Yelken atleti Başak Mireli, 23 Aralık’ta yola çıkarak 16 Ocak’ta Karayipler’de bulunan Fransa’nın denizaşırı vilayetlerinden biri olan Martinik’e ulaştı. 13 yaşından bu yana yelken sporuyla uğraşan Mireli, eşiyle birlikte dünya cinsine başlamıştı. Atlantik’ten geçme kısmını ise tek başına gerçekleştirdi.
“TEKNE SU ALDI, POMPALARDA ARIZALAR OLDU”
Uzun müddettir bunun hayalini kurduğunu söyleyen Mireli, “Batı’ya gerçek seyahat ve Atlantik’i geçmek uzun müddettir hayalini kurduğum bir projeydi.
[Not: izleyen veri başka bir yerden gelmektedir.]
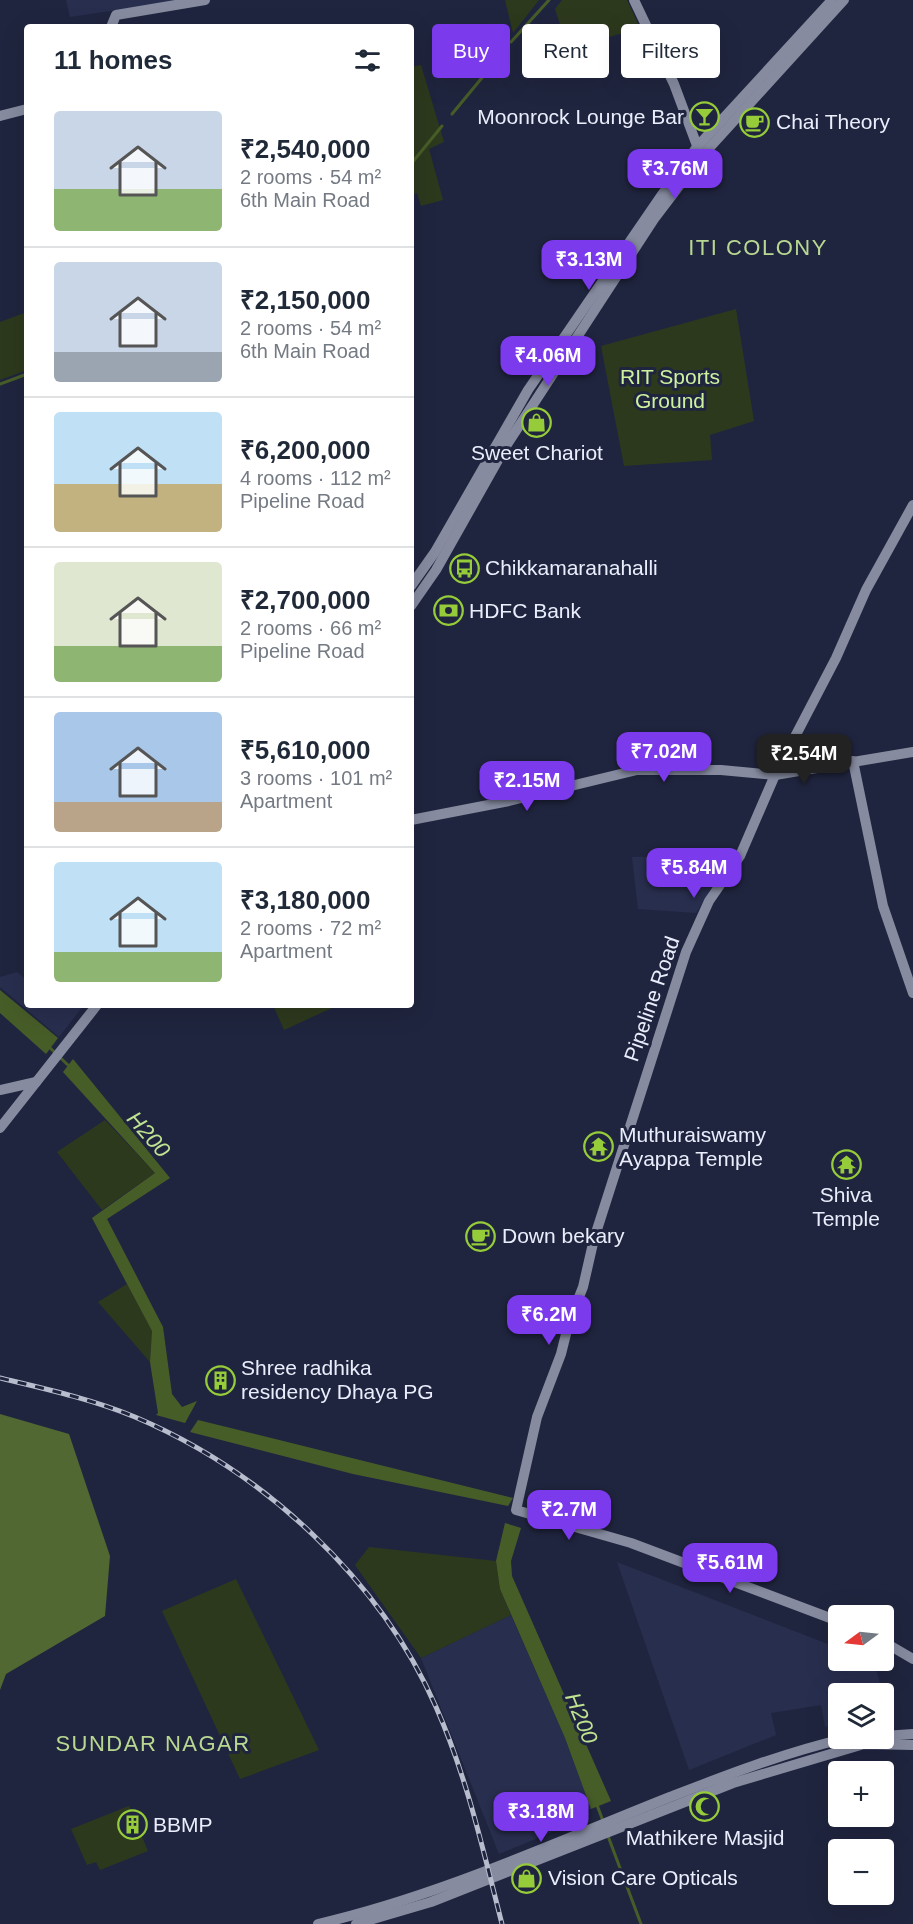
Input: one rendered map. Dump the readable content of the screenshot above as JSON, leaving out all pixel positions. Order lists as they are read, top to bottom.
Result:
{
  "streets": {
    "main road": ["Pipeline Road"]
  },
  "districts": ["ITI COLONY", "SUNDAR NAGAR"],
  "water": ["H200"],
  "parks": ["RIT Sports Ground"],
  "places": {
    "bar": ["Moonrock Lounge Bar"],
    "cafe": ["Chai Theory", "Down bekary"],
    "shop": ["Sweet Chariot", "Vision Care Opticals"],
    "bus stop": ["Chikkamaranahalli"],
    "bank": ["HDFC Bank"],
    "temple": ["Muthuraiswamy Ayappa Temple", "Shiva Temple"],
    "building": ["Shree radhika residency Dhaya PG", "BBMP"],
    "mosque": ["Mathikere Masjid"]
  },
  "north": "left",
  "page": {
    "chip": ["Buy", "Rent", "Filters"],
    "heading": "11 homes",
    "list": [
      {
        "name": "₹2,540,000",
        "note": "2 rooms · 54 m² · 6th Main Road"
      },
      {
        "name": "₹2,150,000",
        "note": "2 rooms · 54 m² · 6th Main Road"
      },
      {
        "name": "₹6,200,000",
        "note": "4 rooms · 112 m² · Pipeline Road"
      },
      {
        "name": "₹2,700,000",
        "note": "2 rooms · 66 m² · Pipeline Road"
      },
      {
        "name": "₹5,610,000",
        "note": "3 rooms · 101 m² · Apartment"
      },
      {
        "name": "₹3,180,000",
        "note": "2 rooms · 72 m² · Apartment"
      }
    ],
    "price": [
      "₹3.76M",
      "₹3.13M",
      "₹4.06M",
      "₹7.02M",
      "₹2.54M",
      "₹2.15M",
      "₹5.84M",
      "₹6.2M",
      "₹2.7M",
      "₹5.61M",
      "₹3.18M"
    ],
    "map_buttons": ["+", "−"]
  }
}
Çocukluğumdan beri yelken yapıyorum. Üniversiteyi bitirdiğimden beri yatlarda yarışıyorum ve seyahat yelkenciliği yapıyorum. Farklı projeleri denemek için kendi başına denize açıldığım çok vakit oldu. Teknede yalnız olmaya alışığım fakat bu biraz daha farklı bir parkurdu. Açık denizde daha farklı rüzgar ve dalga rejiminin olduğu bir parkurdan bahsediyoruz. Parkur Yeşil Burun Adaları’ndan başladı ve Karayip Adaları’na ulaştım. Yaklaşık 2 bin 85 millik bir parkur fakat tabi güneye inerek yay çizdiğim için 2 bin 345 mil yaptım. Parkuru 24 günde tamamladım. 24 gün denizde olup daima bu dalgalara, rüzgara kalıp ekipmanların bozulmaması mümkün değil. Farklı zahmetler yaşadım fakat şanslıyım majör bir sorun olmadı. Teknenin su alması, su aldığı yerlerde pompalarda arızalar gelişmesi onları yedekleriyle değiştirmek üzere bir sürü dertle uğraşmak zorunda kaldım” diye konuştu.
“BELİRLİ EŞİKLERİ GEÇTİKTEN SONRA RAHATLADIM”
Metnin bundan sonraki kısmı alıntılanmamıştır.